I as well understand that there is a need to strengthen the other layers of the healthcare system. However, where the most burden is and where we are having the high maternal and child mortality in Nigeria is the local area.
This mortality is high and the way we can tackle that is investing in making sure that in the first 1000 day of life, those kids have appropriate vaccines, they can access care quickly when they are sick, and also mothers who need access to family planning can space their birth, and have access to modern long-lasting methods. Those are the kinds of human capital development we are talking about.
PT- There must have been progress report on what you have been doing in Nigeria and the outcome. What is the data telling us about this progress and what needs to be done to improve it?
Basinga – We are very excited with our partnership with the government of Nigeria on polio eradication. Polio has been a great example of something that can be done in Nigeria. The agriculture sector has also recorded a lot of progress and we have been supporting the government, but the credit needs to go to the government because they put lot of effort to that. Our support was peripheral and providing technical assistance.

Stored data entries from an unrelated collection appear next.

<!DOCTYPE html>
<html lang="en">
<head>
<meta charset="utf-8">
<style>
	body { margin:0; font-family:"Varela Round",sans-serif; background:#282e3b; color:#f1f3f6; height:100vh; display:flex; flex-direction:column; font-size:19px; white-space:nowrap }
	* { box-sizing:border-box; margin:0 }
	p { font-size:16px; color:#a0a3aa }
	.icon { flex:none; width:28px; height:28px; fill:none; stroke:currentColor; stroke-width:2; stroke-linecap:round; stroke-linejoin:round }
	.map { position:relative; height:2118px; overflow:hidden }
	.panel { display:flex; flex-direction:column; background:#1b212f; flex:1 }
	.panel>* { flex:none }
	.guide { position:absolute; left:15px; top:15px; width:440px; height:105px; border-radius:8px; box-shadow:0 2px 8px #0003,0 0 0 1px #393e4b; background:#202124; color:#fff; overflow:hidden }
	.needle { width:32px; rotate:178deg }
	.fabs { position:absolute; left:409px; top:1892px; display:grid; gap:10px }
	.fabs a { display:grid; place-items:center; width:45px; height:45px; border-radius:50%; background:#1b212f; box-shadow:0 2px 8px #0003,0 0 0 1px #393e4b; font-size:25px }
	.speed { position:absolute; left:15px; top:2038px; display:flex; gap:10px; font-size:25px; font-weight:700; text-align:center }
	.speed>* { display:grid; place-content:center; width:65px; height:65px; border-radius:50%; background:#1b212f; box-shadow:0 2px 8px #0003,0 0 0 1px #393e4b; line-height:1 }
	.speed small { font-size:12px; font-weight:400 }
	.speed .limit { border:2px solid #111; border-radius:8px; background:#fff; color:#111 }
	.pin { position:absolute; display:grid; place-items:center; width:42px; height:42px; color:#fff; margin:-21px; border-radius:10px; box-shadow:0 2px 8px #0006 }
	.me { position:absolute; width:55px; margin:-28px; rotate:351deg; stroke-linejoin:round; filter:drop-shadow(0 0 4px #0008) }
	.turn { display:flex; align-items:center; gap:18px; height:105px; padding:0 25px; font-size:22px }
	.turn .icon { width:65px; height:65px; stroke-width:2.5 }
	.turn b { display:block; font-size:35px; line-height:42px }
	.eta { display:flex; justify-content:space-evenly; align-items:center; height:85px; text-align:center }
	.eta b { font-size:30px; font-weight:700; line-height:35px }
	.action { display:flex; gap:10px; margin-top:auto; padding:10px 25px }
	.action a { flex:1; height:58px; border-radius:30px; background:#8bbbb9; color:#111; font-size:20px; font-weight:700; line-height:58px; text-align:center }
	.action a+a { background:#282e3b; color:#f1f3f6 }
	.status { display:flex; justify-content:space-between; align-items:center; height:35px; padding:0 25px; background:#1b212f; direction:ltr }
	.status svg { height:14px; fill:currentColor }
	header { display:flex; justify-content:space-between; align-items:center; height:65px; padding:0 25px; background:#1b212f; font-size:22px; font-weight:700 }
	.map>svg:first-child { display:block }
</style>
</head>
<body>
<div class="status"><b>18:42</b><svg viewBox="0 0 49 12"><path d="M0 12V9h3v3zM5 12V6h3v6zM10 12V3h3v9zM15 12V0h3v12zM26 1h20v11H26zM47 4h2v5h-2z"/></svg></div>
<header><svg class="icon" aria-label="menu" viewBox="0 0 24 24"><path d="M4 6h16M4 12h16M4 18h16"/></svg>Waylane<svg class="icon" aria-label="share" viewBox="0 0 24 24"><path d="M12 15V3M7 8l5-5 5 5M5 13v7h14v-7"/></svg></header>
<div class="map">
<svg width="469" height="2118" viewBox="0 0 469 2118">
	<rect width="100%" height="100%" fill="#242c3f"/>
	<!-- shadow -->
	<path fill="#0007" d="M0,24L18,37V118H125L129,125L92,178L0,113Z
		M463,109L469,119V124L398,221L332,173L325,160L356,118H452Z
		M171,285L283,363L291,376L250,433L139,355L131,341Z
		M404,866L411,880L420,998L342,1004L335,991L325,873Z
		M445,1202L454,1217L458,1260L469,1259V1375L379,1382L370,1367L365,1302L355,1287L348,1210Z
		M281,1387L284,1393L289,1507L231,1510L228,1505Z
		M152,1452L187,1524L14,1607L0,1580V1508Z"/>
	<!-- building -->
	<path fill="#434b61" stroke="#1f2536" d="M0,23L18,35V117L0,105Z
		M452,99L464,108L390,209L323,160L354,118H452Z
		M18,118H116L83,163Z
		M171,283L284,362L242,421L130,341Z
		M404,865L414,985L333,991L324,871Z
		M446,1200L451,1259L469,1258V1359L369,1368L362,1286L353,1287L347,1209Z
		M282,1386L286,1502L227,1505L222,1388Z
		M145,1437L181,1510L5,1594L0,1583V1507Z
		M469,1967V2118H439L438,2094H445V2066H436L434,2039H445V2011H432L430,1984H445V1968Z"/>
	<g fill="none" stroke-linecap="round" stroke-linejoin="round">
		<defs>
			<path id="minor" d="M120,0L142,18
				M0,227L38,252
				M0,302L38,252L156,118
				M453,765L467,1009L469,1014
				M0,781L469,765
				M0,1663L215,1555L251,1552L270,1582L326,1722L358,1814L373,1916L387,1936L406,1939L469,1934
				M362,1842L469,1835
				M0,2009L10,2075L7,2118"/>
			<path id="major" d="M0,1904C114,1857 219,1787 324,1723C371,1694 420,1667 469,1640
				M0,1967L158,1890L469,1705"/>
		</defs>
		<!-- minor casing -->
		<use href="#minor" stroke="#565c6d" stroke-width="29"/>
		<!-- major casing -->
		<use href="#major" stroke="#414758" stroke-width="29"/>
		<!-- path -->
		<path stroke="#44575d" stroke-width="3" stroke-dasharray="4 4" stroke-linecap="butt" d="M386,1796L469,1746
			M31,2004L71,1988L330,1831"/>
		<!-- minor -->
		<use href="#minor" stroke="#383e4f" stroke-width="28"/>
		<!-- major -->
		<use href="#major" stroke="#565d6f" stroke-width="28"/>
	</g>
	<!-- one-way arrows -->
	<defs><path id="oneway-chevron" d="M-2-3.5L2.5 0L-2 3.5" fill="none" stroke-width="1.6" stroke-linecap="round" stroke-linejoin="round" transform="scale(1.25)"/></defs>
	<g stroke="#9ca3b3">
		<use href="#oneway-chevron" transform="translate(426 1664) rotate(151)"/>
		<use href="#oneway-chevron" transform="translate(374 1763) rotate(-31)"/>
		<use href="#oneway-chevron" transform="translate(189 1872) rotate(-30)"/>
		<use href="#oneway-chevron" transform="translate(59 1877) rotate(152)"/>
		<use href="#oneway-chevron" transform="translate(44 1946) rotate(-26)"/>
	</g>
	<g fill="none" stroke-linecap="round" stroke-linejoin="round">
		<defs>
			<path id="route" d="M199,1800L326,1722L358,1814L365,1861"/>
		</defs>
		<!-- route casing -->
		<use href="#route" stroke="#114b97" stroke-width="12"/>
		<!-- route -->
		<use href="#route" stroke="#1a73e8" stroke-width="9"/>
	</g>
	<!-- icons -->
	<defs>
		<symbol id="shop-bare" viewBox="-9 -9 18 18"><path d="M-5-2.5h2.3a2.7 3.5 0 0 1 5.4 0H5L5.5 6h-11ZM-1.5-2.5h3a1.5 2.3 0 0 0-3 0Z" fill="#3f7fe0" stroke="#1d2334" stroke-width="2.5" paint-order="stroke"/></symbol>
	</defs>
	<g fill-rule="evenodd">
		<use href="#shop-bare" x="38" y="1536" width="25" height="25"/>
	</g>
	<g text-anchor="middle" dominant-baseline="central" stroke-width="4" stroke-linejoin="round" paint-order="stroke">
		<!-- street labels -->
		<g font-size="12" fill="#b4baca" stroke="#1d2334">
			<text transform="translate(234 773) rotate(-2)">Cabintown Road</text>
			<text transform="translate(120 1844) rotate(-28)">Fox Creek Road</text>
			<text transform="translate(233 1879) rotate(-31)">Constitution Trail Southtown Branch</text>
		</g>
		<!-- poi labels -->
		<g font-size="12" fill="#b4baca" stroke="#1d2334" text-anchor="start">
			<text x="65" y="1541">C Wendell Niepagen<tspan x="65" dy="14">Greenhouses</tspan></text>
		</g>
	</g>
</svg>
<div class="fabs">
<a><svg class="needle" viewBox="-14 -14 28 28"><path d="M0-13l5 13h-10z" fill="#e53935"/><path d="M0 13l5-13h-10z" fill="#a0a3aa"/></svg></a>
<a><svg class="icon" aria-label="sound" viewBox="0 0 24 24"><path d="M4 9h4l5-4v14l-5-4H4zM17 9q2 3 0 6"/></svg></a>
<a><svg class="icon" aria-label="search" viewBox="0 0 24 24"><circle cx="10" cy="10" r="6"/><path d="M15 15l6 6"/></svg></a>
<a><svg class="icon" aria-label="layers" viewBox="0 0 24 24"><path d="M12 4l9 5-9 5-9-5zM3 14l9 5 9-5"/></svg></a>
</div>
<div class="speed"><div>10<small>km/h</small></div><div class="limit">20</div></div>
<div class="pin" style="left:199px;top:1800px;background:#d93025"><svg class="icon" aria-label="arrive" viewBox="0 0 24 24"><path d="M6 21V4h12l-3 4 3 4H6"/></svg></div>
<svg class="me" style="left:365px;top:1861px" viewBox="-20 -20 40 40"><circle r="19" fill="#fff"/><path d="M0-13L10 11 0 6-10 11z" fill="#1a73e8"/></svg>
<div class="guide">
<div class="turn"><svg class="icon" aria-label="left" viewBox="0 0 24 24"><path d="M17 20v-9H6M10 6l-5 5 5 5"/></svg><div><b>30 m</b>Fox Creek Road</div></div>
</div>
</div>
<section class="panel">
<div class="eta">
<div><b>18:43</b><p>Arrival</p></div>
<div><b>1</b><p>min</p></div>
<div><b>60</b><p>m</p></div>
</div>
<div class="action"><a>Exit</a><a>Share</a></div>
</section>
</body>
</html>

Across the states, the government has put in place ambitious plans like the primary health care centre under one roof; to thinking how the PHCs in Nigeria are revived. The federal government, states and local government areas have put in place many policies on how the PHCs under one roof will be realised and today, we are implementing those policies, moving it from the LGAs to the state primary healthcare development agencies so that they can be managed in a more efficient and productive way.
I think there are some good movement, some states are leading the way, and there are still some things that a lot of states can learn from other states. States like Anambra and Lagos, their vaccine rates are almost 80 per cent as compared to some other states which are still struggling. There are pockets of good progress that we can learn from to work with.
PT- As a foundation, what challenges have you been facing in Nigeria and how have you been tackling them?
Basinga – Nigeria is an amazing place to work, it the largest country in Africa, it is a complex country. It is 36 plus one countries within one country. It has been great to see how the unity of the nation is strong. We have been finding our way.
The challenge in Nigeria is when you look at the size of the issues, you just need to think critically and discuss with different partners to find the places were you can put your resources that you will have the maximum impact. There is a lot of needs, but we need to focus and engage in places where we have potential of having maximum impact. We need to continue to do that.
The other challenge is the need to engage at the federal level and same time really engage at the state level. To be at the state level to create strong partnership with governors and with different commissioners and the state legislature to make sure that in the states appropriate laws are passed and have effective execution.
The issue of execution has been a big challenge, you have to go through a lot of paths to get the impact. We have increased our understanding of the process, how we can be effective in engaging the states and at same time keeping the federal government engaged and making sure that we are aligned to have a maximum impact. But we are learning a lot.
We have now created strong partnership with states with MoUs. And with our partnership with the Dangote Foundation and its team, it has helped us understand how to engage the states to partner with us and co-fund some of the projects. It has been a great challenge to overcome some of the challenges, but we will continue to learn and we are here for the long run.